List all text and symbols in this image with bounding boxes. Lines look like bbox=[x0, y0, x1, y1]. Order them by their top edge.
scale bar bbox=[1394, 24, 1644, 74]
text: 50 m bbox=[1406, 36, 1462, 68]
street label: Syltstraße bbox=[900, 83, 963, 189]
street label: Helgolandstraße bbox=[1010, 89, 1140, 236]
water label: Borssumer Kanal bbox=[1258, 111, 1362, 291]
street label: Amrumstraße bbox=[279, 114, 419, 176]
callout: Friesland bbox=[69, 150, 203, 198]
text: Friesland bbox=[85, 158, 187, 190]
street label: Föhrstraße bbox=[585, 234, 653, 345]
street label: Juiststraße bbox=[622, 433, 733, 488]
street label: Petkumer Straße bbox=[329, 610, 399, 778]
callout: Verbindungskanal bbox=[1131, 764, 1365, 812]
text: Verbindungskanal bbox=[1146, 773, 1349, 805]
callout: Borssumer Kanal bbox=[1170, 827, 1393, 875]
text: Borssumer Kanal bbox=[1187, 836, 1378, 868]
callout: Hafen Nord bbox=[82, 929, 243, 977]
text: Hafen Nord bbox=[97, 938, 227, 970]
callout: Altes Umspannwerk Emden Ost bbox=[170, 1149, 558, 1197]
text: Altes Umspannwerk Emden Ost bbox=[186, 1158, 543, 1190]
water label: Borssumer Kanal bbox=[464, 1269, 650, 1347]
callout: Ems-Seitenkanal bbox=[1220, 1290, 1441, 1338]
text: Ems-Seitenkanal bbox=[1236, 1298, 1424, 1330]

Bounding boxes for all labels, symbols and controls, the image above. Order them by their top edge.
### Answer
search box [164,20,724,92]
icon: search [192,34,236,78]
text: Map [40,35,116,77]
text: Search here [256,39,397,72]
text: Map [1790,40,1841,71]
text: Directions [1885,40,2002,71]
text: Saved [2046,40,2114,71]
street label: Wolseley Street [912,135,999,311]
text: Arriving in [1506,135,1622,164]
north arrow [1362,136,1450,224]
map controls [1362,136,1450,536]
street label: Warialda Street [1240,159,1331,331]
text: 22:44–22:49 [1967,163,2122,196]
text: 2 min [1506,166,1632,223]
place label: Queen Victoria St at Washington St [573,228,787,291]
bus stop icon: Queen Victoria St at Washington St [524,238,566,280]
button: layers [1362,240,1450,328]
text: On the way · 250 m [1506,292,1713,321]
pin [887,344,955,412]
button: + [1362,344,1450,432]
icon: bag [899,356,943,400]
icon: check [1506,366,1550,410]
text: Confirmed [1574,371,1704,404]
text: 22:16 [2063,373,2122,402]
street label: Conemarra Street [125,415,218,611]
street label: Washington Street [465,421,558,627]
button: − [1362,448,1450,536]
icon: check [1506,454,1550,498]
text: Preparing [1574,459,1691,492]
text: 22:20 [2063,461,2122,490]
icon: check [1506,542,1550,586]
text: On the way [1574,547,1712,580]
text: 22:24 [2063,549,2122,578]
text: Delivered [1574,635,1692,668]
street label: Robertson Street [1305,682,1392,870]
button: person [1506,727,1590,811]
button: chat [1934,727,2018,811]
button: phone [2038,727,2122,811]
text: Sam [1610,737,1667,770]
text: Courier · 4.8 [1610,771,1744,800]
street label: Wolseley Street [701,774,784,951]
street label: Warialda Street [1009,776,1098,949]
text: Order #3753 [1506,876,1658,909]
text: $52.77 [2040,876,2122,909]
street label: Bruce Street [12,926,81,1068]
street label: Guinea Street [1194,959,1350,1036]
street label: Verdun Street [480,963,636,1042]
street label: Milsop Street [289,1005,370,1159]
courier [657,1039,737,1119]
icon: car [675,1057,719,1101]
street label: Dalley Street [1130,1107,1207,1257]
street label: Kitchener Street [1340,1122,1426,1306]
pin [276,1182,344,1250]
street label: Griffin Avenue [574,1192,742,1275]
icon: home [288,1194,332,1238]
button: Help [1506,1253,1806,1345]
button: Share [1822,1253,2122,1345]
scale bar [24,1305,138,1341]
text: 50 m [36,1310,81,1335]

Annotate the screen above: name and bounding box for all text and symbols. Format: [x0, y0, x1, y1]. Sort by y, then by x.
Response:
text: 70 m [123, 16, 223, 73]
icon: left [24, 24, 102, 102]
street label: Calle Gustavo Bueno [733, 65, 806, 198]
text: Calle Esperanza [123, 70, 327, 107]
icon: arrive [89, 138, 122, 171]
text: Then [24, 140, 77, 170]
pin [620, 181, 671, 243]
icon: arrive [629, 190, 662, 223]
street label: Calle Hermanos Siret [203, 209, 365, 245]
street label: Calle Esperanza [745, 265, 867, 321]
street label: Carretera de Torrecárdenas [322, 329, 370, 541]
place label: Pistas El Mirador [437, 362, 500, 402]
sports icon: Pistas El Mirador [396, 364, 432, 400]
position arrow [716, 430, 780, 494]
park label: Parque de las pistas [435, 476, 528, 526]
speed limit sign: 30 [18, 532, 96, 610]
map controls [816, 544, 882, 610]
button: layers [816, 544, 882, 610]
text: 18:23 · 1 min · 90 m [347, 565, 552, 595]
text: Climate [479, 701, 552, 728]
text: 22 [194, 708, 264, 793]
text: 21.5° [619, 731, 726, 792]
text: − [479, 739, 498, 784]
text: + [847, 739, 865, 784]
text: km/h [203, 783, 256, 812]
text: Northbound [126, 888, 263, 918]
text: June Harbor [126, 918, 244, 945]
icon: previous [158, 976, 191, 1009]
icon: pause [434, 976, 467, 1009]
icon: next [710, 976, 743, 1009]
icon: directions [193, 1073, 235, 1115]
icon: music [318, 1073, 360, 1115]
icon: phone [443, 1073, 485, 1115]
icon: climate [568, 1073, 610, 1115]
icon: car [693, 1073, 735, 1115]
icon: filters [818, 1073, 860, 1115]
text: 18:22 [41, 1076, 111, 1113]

========

* Task
Return the listing above verbatim.

* Exercise result
List all text and symbols in this image with bounding boxes. Lines look like bbox=[x0, y0, x1, y1]. Order them by their top edge.
scale bar bbox=[1394, 24, 1644, 74]
text: 50 m bbox=[1406, 36, 1462, 68]
street label: Syltstraße bbox=[900, 83, 963, 189]
street label: Helgolandstraße bbox=[1010, 89, 1140, 236]
water label: Borssumer Kanal bbox=[1258, 111, 1362, 291]
street label: Amrumstraße bbox=[279, 114, 419, 176]
callout: Friesland bbox=[69, 150, 203, 198]
text: Friesland bbox=[85, 158, 187, 190]
street label: Föhrstraße bbox=[585, 234, 653, 345]
street label: Juiststraße bbox=[622, 433, 733, 488]
street label: Petkumer Straße bbox=[329, 610, 399, 778]
callout: Verbindungskanal bbox=[1131, 764, 1365, 812]
text: Verbindungskanal bbox=[1146, 773, 1349, 805]
callout: Borssumer Kanal bbox=[1170, 827, 1393, 875]
text: Borssumer Kanal bbox=[1187, 836, 1378, 868]
callout: Hafen Nord bbox=[82, 929, 243, 977]
text: Hafen Nord bbox=[97, 938, 227, 970]
callout: Altes Umspannwerk Emden Ost bbox=[170, 1149, 558, 1197]
text: Altes Umspannwerk Emden Ost bbox=[186, 1158, 543, 1190]
water label: Borssumer Kanal bbox=[464, 1269, 650, 1347]
callout: Ems-Seitenkanal bbox=[1220, 1290, 1441, 1338]
text: Ems-Seitenkanal bbox=[1236, 1298, 1424, 1330]

Bounding boxes for all labels, symbols and controls, the image above. Order them by their top edge.
### Answer
search box [164,20,724,92]
icon: search [192,34,236,78]
text: Map [40,35,116,77]
text: Search here [256,39,397,72]
text: Map [1790,40,1841,71]
text: Directions [1885,40,2002,71]
text: Saved [2046,40,2114,71]
street label: Wolseley Street [912,135,999,311]
text: Arriving in [1506,135,1622,164]
north arrow [1362,136,1450,224]
map controls [1362,136,1450,536]
street label: Warialda Street [1240,159,1331,331]
text: 22:44–22:49 [1967,163,2122,196]
text: 2 min [1506,166,1632,223]
place label: Queen Victoria St at Washington St [573,228,787,291]
bus stop icon: Queen Victoria St at Washington St [524,238,566,280]
button: layers [1362,240,1450,328]
text: On the way · 250 m [1506,292,1713,321]
pin [887,344,955,412]
button: + [1362,344,1450,432]
icon: bag [899,356,943,400]
icon: check [1506,366,1550,410]
text: Confirmed [1574,371,1704,404]
text: 22:16 [2063,373,2122,402]
street label: Conemarra Street [125,415,218,611]
street label: Washington Street [465,421,558,627]
button: − [1362,448,1450,536]
icon: check [1506,454,1550,498]
text: Preparing [1574,459,1691,492]
text: 22:20 [2063,461,2122,490]
icon: check [1506,542,1550,586]
text: On the way [1574,547,1712,580]
text: 22:24 [2063,549,2122,578]
text: Delivered [1574,635,1692,668]
street label: Robertson Street [1305,682,1392,870]
button: person [1506,727,1590,811]
button: chat [1934,727,2018,811]
button: phone [2038,727,2122,811]
text: Sam [1610,737,1667,770]
text: Courier · 4.8 [1610,771,1744,800]
street label: Wolseley Street [701,774,784,951]
street label: Warialda Street [1009,776,1098,949]
text: Order #3753 [1506,876,1658,909]
text: $52.77 [2040,876,2122,909]
street label: Bruce Street [12,926,81,1068]
street label: Guinea Street [1194,959,1350,1036]
street label: Verdun Street [480,963,636,1042]
street label: Milsop Street [289,1005,370,1159]
courier [657,1039,737,1119]
icon: car [675,1057,719,1101]
street label: Dalley Street [1130,1107,1207,1257]
street label: Kitchener Street [1340,1122,1426,1306]
pin [276,1182,344,1250]
street label: Griffin Avenue [574,1192,742,1275]
icon: home [288,1194,332,1238]
button: Help [1506,1253,1806,1345]
button: Share [1822,1253,2122,1345]
scale bar [24,1305,138,1341]
text: 50 m [36,1310,81,1335]

Annotate the screen above: name and bounding box for all text and symbols. Format: [x0, y0, x1, y1]. Sort by y, then by x.
Response:
text: 70 m [123, 16, 223, 73]
icon: left [24, 24, 102, 102]
street label: Calle Gustavo Bueno [733, 65, 806, 198]
text: Calle Esperanza [123, 70, 327, 107]
icon: arrive [89, 138, 122, 171]
text: Then [24, 140, 77, 170]
pin [620, 181, 671, 243]
icon: arrive [629, 190, 662, 223]
street label: Calle Hermanos Siret [203, 209, 365, 245]
street label: Calle Esperanza [745, 265, 867, 321]
street label: Carretera de Torrecárdenas [322, 329, 370, 541]
place label: Pistas El Mirador [437, 362, 500, 402]
sports icon: Pistas El Mirador [396, 364, 432, 400]
position arrow [716, 430, 780, 494]
park label: Parque de las pistas [435, 476, 528, 526]
speed limit sign: 30 [18, 532, 96, 610]
map controls [816, 544, 882, 610]
button: layers [816, 544, 882, 610]
text: 18:23 · 1 min · 90 m [347, 565, 552, 595]
text: Climate [479, 701, 552, 728]
text: 22 [194, 708, 264, 793]
text: 21.5° [619, 731, 726, 792]
text: − [479, 739, 498, 784]
text: + [847, 739, 865, 784]
text: km/h [203, 783, 256, 812]
text: Northbound [126, 888, 263, 918]
text: June Harbor [126, 918, 244, 945]
icon: previous [158, 976, 191, 1009]
icon: pause [434, 976, 467, 1009]
icon: next [710, 976, 743, 1009]
icon: directions [193, 1073, 235, 1115]
icon: music [318, 1073, 360, 1115]
icon: phone [443, 1073, 485, 1115]
icon: climate [568, 1073, 610, 1115]
icon: car [693, 1073, 735, 1115]
icon: filters [818, 1073, 860, 1115]
text: 18:22 [41, 1076, 111, 1113]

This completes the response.